**Task to carry out:** Repeat the records below exactly, leaving out any pictures.

Material provided Start Marker

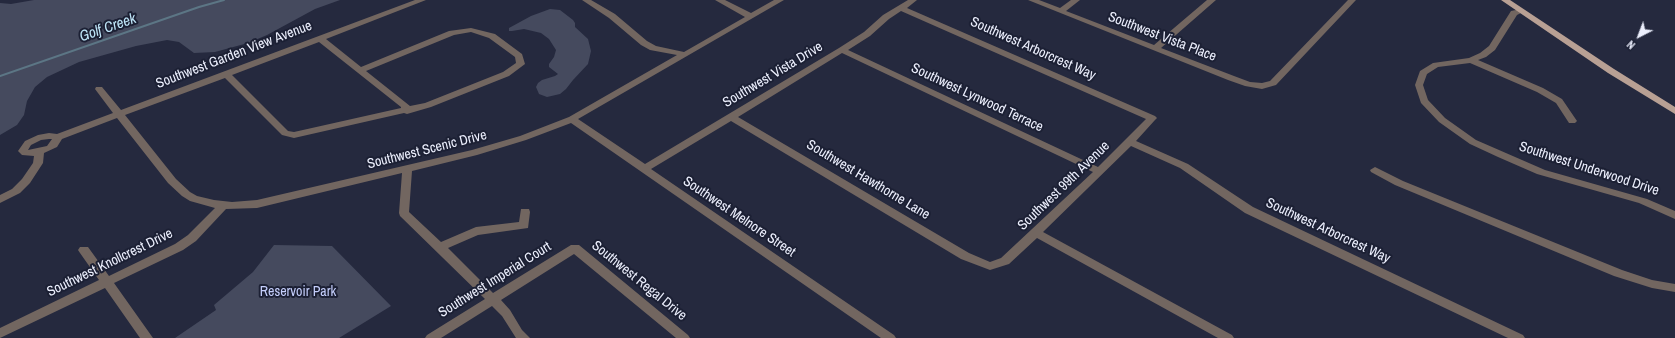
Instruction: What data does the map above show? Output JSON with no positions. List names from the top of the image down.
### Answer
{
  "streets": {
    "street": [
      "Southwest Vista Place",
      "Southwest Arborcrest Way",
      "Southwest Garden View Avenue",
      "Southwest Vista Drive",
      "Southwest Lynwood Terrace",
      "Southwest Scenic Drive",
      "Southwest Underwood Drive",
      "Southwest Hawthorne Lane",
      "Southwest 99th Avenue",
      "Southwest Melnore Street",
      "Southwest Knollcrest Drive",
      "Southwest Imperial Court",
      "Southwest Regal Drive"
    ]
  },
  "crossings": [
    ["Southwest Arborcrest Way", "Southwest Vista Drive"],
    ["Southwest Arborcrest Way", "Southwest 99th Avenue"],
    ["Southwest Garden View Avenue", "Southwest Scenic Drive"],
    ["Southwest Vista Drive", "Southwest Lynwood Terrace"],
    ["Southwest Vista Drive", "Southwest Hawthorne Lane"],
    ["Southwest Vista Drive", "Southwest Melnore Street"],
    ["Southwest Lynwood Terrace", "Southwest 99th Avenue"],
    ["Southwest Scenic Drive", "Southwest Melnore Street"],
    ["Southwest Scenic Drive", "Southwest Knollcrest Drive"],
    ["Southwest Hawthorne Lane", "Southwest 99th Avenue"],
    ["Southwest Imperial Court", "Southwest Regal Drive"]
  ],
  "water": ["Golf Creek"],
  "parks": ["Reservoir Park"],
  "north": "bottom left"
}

Material provided End Marker

**Result:**
Instruction: What data does the map above show? Output JSON with no positions. List names from the top of the image down.
### Answer
{
  "streets": {
    "street": [
      "Southwest Vista Place",
      "Southwest Arborcrest Way",
      "Southwest Garden View Avenue",
      "Southwest Vista Drive",
      "Southwest Lynwood Terrace",
      "Southwest Scenic Drive",
      "Southwest Underwood Drive",
      "Southwest Hawthorne Lane",
      "Southwest 99th Avenue",
      "Southwest Melnore Street",
      "Southwest Knollcrest Drive",
      "Southwest Imperial Court",
      "Southwest Regal Drive"
    ]
  },
  "crossings": [
    ["Southwest Arborcrest Way", "Southwest Vista Drive"],
    ["Southwest Arborcrest Way", "Southwest 99th Avenue"],
    ["Southwest Garden View Avenue", "Southwest Scenic Drive"],
    ["Southwest Vista Drive", "Southwest Lynwood Terrace"],
    ["Southwest Vista Drive", "Southwest Hawthorne Lane"],
    ["Southwest Vista Drive", "Southwest Melnore Street"],
    ["Southwest Lynwood Terrace", "Southwest 99th Avenue"],
    ["Southwest Scenic Drive", "Southwest Melnore Street"],
    ["Southwest Scenic Drive", "Southwest Knollcrest Drive"],
    ["Southwest Hawthorne Lane", "Southwest 99th Avenue"],
    ["Southwest Imperial Court", "Southwest Regal Drive"]
  ],
  "water": ["Golf Creek"],
  "parks": ["Reservoir Park"],
  "north": "bottom left"
}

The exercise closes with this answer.